Ces propos trahissent le dessein inavoué du Forum Civil qui est de  porter, comme un cheval de Trois, des intérêts de groupes étrangers inavoués. En effet, faut-il le rappeler les conditionnalités dictées par nos partenaires au développement sont toujours disproportionnées et visent le plus souvent à sauvegarder leurs intérêts financiers, économiques, culturels, commerciaux et stratégiques en Afrique. Pour s’y mouvoir ni vu ni connu, ils créent et financent  des ONG à coup de milliards avec des manuels de procédures bien rodés en matière de propagandes. Ils emploient des méthodes inspirées de la philosophie morale (valeurs de justice, de transparence, d’éthique, de déontologie etc.) pour nous endormir et nous emballer dans leur mission civilisatrice. Vous l’avez donc compris. Les bailleurs vous donnent par la main droite ce qu’ils vous retirent par la main gauche en vous imposant des conditionnalités contraignantes, histoire de vous empêcher, sans le dire, d’absorber les crédits alléchants qu’ils vous proposent(le MCA a failli nous passer sous le nez à cause des conditionnalités draconiennes liées souvent au respect de leur modèle économique et culturel etc. Les financements des bailleurs pour l’atteinte des OMD sont quasiment restés intactes, faute de décaissement suffisant car les procédures sont trop contraignantes. L’aide publique au développement est souvent conditionnée (choix des projets, choix des procédures etc.) de manière à ralentir son décaissement et cela avec des impactes néfastes réels sur nos économies et par conséquent sur notre développement. D’ailleurs, nous n’avons jamais eu la position du forum civil sur les sujets que ces puissances défendent le plus souvent comme l’homosexualité ou la  franc-maçonnerie entre autres. Et pourquoi ? Mystère !
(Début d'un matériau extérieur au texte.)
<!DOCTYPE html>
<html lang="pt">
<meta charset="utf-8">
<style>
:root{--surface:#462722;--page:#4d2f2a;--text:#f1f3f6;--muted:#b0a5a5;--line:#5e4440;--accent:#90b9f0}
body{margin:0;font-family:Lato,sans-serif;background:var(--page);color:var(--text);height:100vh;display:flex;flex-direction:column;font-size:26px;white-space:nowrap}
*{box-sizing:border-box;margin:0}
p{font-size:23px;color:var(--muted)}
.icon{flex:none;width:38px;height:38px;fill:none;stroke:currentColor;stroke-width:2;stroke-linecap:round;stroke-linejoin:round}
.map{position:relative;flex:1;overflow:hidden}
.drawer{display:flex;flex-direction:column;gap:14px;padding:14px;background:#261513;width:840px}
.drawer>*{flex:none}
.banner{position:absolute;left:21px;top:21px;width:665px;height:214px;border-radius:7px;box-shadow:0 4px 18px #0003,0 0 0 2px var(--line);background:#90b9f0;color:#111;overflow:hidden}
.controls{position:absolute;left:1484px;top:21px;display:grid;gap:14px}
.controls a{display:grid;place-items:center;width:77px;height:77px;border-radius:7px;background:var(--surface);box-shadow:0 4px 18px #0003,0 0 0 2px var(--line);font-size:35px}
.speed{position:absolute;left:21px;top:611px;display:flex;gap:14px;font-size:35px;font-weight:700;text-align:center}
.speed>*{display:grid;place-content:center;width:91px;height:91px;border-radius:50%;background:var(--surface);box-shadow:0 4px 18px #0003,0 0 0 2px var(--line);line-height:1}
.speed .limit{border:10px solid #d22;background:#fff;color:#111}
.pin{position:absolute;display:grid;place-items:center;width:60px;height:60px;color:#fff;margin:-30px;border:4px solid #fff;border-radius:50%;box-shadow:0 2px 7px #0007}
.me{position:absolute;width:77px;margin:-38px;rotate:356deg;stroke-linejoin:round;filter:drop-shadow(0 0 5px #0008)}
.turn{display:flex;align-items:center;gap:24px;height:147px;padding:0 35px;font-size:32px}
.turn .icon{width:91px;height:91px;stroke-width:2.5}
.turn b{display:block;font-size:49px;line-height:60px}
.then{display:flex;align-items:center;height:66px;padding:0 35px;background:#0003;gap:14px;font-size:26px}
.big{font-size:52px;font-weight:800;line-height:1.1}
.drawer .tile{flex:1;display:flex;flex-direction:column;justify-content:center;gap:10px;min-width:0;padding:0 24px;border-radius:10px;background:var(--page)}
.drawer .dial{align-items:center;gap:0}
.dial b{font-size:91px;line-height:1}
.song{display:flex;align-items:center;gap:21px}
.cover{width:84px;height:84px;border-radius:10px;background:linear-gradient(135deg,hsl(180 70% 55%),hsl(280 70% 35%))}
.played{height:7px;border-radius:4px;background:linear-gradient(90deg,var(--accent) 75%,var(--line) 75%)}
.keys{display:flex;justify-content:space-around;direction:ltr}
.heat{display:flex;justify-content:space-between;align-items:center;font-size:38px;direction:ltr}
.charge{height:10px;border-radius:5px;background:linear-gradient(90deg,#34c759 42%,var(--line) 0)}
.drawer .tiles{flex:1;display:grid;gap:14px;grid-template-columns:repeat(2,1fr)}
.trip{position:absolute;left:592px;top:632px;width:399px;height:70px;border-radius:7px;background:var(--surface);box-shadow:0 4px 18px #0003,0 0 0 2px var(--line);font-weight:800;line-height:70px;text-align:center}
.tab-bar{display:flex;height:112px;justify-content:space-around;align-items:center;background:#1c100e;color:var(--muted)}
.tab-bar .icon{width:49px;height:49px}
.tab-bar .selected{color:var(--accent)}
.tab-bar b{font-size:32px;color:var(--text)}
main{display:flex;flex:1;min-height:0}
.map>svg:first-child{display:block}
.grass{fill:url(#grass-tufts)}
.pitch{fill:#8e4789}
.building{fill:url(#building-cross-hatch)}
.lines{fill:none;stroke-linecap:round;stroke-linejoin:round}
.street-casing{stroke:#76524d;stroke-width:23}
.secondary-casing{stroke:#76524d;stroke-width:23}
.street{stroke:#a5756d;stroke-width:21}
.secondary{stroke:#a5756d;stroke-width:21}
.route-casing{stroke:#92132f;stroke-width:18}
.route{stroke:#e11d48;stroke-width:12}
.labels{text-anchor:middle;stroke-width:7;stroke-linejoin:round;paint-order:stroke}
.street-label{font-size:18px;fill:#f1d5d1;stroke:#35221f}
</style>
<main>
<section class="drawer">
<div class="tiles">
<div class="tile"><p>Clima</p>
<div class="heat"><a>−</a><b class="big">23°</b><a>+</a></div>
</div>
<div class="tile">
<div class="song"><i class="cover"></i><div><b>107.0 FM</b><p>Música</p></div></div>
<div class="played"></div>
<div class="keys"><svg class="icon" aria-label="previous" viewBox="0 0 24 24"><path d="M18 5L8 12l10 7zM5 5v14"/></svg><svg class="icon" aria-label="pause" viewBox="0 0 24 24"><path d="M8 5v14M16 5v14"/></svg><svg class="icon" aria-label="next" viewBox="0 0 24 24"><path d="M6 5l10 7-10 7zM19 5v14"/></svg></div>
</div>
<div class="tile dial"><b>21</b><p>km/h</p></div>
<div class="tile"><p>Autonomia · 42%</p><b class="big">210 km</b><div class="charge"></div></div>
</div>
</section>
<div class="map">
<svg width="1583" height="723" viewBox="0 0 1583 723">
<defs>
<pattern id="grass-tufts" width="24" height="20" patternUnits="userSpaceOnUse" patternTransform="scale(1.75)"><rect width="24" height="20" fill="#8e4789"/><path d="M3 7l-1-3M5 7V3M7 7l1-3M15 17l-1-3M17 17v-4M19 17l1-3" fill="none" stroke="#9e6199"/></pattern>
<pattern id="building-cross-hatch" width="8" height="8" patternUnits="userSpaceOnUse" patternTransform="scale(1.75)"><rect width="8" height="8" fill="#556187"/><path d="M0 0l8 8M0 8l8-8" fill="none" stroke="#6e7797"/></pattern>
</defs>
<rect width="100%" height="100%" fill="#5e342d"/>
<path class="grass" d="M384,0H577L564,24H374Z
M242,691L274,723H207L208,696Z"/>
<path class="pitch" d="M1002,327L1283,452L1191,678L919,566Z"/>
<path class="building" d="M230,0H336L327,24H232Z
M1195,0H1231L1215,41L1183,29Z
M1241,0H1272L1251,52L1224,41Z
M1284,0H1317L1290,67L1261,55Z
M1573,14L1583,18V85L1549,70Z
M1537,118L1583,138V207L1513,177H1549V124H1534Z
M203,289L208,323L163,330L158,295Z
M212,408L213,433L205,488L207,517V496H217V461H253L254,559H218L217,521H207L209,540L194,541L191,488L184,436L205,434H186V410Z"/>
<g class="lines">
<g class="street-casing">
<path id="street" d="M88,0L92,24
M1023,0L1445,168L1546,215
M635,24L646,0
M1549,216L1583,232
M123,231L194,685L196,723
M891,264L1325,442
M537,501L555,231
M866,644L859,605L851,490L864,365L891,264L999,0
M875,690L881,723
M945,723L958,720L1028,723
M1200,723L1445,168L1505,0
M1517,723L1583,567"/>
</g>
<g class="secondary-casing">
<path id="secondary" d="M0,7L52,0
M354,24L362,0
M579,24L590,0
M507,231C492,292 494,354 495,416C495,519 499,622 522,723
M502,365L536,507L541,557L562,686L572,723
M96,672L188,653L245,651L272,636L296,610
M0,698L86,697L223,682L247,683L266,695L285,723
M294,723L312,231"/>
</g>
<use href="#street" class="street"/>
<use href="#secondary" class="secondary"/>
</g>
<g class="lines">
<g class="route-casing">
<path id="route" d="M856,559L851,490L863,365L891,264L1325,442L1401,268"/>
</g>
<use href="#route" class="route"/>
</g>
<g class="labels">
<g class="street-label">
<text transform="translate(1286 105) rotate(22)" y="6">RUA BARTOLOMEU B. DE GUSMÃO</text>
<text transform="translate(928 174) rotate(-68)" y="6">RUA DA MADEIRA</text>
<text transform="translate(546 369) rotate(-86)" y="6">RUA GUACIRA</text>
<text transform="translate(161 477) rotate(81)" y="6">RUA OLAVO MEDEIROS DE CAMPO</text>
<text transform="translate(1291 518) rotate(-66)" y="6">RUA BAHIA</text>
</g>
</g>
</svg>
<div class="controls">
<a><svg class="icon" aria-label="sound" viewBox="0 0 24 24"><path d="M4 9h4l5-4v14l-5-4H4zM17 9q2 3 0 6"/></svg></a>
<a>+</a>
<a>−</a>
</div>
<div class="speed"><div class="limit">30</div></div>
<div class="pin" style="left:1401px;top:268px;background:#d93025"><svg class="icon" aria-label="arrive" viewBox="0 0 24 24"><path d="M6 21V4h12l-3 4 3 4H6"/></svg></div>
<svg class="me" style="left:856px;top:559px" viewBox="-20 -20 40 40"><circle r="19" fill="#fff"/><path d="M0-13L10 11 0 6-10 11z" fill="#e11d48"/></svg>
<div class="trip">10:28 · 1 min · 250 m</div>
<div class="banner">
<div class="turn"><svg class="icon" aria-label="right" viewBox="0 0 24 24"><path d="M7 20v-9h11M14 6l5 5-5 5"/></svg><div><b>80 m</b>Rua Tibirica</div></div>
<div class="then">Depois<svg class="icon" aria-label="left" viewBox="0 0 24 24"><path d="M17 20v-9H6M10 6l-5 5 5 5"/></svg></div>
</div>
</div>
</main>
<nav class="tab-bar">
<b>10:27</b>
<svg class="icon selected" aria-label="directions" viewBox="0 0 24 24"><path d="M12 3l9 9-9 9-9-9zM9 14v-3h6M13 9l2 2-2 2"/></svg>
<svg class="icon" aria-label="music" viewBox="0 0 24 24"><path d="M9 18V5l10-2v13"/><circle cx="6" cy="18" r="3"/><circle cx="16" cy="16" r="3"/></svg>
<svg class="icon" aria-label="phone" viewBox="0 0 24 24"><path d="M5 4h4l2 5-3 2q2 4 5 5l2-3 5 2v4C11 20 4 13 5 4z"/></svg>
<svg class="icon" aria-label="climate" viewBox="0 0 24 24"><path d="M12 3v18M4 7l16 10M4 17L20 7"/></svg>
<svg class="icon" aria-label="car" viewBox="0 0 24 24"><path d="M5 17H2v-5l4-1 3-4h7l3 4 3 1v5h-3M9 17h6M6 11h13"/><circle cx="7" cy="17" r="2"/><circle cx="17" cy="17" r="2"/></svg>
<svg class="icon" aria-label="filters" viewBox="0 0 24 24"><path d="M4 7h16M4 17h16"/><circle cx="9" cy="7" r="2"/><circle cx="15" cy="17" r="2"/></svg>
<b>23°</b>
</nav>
Si nous voulons réussir, nous devons aller vite et bien en comptant d’abord sur nous-mêmes et sur notre capacité à croire et à inventer nos propres références. A savoir dire non quand l’intérêt vital des Sénégalais est en jeu. Le Président de la république a vu juste quand il dit, je le cite en substance: «  il nous faut revoir les procédures de passations des marchés publics pour plus de souplesse afin de nous permettre d’aller vite et bien car je ne suis pas élu pour être noté sur des performances en matière de procédure mais pour bien répondre à la demande sociale entres autres…. » Il a raison car il est attendu sur d’autres urgences plus tangibles, celles de réduire la pauvreté, de répondre à la problématique de l’employabilité des centaines de milliers de jeunes de notre pays, de fournir de l’électricité en quantité suffisante  et de qualité pour nos industries et la consommation des ménages, de faire face à la santé défaillante, à l’autosuffisance alimentaire, à l’industrialisation de notre économie par le biais d’une politique éducative performante et adaptée à nos besoins économiques et commerciaux.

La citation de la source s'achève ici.